Nombreuses violations du droit du travail pour les travailleurs engagés dans la décontamination

Le ministère de la santé, du travail et des affaires sociales a mis en ligne des statistiques sur les violations du droit du travail constatées sur des chantiers de décontamination. Entre janvier et juin 2015, 342 entreprises ont été contrôlées et 233 violaient la réglementation, soit 68,1%. Plus précisément, sur les 184 entreprises contrôlées qui interviennent dans la zone évacuée où la décontamination est sous la responsabilité du gouvernement, il y en a 109 qui violaient la réglementation (59,2%) et dans les communes non évacuées, c’est 124 sur 158, soit 78,4%.

Sur les 364 violations constatées, 134 concernaient la paye, les conditions de travail, les horaires… et 230 la santé et la protection. Ces chiffres sont en augmentation par rapport à l’année 2014. Pour la première catégorie de violations, c’est surtout lié au paiement du salaire et des primes de risque. En ce qui concerne la protection, voici quelques cas constatés :

  • la “personne représentative” qui porte le dosimètre quitte le chantier et la dose enregistrée n’est plus représentative ;
  • le dosimètre n’était pas porté correctement ;
  • le niveau de contamination n’a pas été mesuré avant le chantier ;
  • pas de contrôle des outils ou équipements en fin de chantier…

Le ministère a aussi listé les mesures mises en place pour garantir le respect de la loi.

Seulement 45% des entreprises veulent rentrer en zone évacuée

Une enquête effectuée auprès de 1 388 entreprises dans les 12 communes évacuées a montré que seulement 45% d’entre elles ont exprimé un espoir de pouvoir y continuer ou reprendre leurs activités. Ce n’est le cas que pour 19% d’entre elles pour le moment. 12% ont repris une activité ailleurs et espèrent pouvoir rentrer. Enfin 14% ont cessé leur activité et espèrent pouvoir la reprendre. On arrive ainsi à un total de 45%.
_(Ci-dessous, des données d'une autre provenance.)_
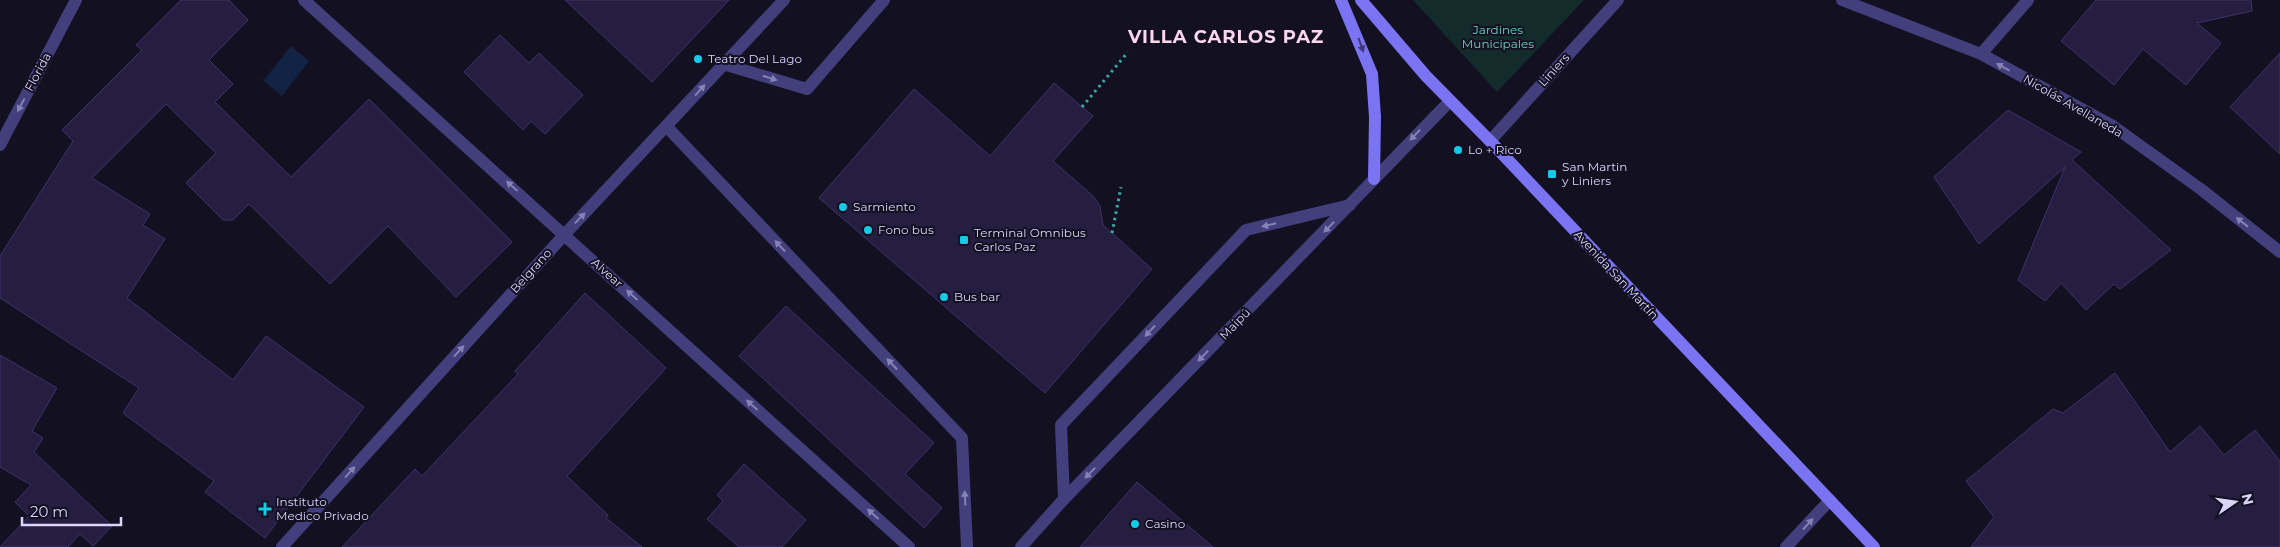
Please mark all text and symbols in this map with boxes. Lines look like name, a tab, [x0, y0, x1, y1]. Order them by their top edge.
park label: Jardines Municipales	[1462, 22, 1534, 51]
district label: VILLA CARLOS PAZ	[1127, 26, 1324, 48]
one-way arrow	[1357, 38, 1365, 52]
street label: Florida	[21, 50, 54, 94]
street label: Liniers	[1535, 50, 1573, 89]
place label: Teatro Del Lago	[708, 51, 802, 66]
marker: Teatro Del Lago	[692, 53, 704, 65]
one-way arrow	[1997, 62, 2010, 71]
street label: Nicolás Avellaneda	[2021, 71, 2126, 140]
one-way arrow	[763, 74, 778, 82]
one-way arrow	[694, 85, 706, 97]
one-way arrow	[17, 98, 25, 112]
one-way arrow	[1409, 129, 1421, 141]
place label: Lo + Rico	[1468, 142, 1522, 157]
marker: Lo + Rico	[1452, 144, 1464, 156]
place label: San Martin y Liniers	[1561, 159, 1627, 188]
marker: San Martin y Liniers	[1546, 168, 1558, 180]
one-way arrow	[505, 181, 518, 192]
place label: Sarmiento	[853, 199, 916, 214]
marker: Sarmiento	[837, 201, 849, 213]
one-way arrow	[574, 213, 586, 225]
one-way arrow	[2236, 216, 2249, 227]
one-way arrow	[1261, 221, 1276, 229]
one-way arrow	[1323, 221, 1335, 233]
place label: Fono bus	[878, 222, 934, 237]
marker: Fono bus	[862, 224, 874, 236]
place label: Terminal Omnibus Carlos Paz	[974, 225, 1086, 254]
street label: Avenida San Martín	[1571, 227, 1662, 323]
marker: Terminal Omnibus Carlos Paz	[958, 234, 970, 246]
one-way arrow	[774, 240, 786, 252]
street label: Belgrano	[507, 245, 555, 296]
street label: Alvear	[589, 255, 626, 291]
place label: Bus bar	[954, 289, 1000, 304]
one-way arrow	[626, 290, 639, 301]
marker: Bus bar	[938, 291, 950, 303]
street label: Maipú	[1216, 305, 1253, 343]
one-way arrow	[1144, 325, 1156, 337]
one-way arrow	[453, 346, 465, 358]
one-way arrow	[1197, 350, 1209, 362]
one-way arrow	[886, 358, 898, 370]
one-way arrow	[747, 399, 759, 411]
one-way arrow	[344, 466, 356, 478]
one-way arrow	[1084, 466, 1096, 478]
north arrow	[2210, 477, 2260, 527]
one-way arrow	[960, 490, 968, 506]
text: N	[2238, 492, 2258, 507]
scale bar	[22, 494, 121, 526]
place label: Instituto Medico Privado	[276, 494, 369, 523]
text: 20 m	[30, 502, 68, 521]
marker: Instituto Medico Privado	[258, 502, 272, 516]
one-way arrow	[867, 508, 879, 520]
place label: Casino	[1145, 516, 1185, 531]
marker: Casino	[1129, 518, 1141, 530]
one-way arrow	[1802, 518, 1814, 530]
Les autorités régionales, quant à elles, se sont penchées sur les activités médicales qui ont été suspendues dans six communes du district de Futaba. 70 questionnaires ont été envoyé à 5 hôpitaux ou cliniques, 40 cabinets médicaux et 25 cabinets dentaires et 35 réponses ont été obtenues : 4 hôpitaux ou cliniques, 19 cabinets médicaux et 12 cabinets dentaires.

Sur les 35 réponses, 6 mentionnaient une réouverture et 14 un espoir de réouverture si les conditions le permettent. Les autorités y voient donc 60% d’attitude positive. Mais il n’y a que 17% de réponse positive ferme.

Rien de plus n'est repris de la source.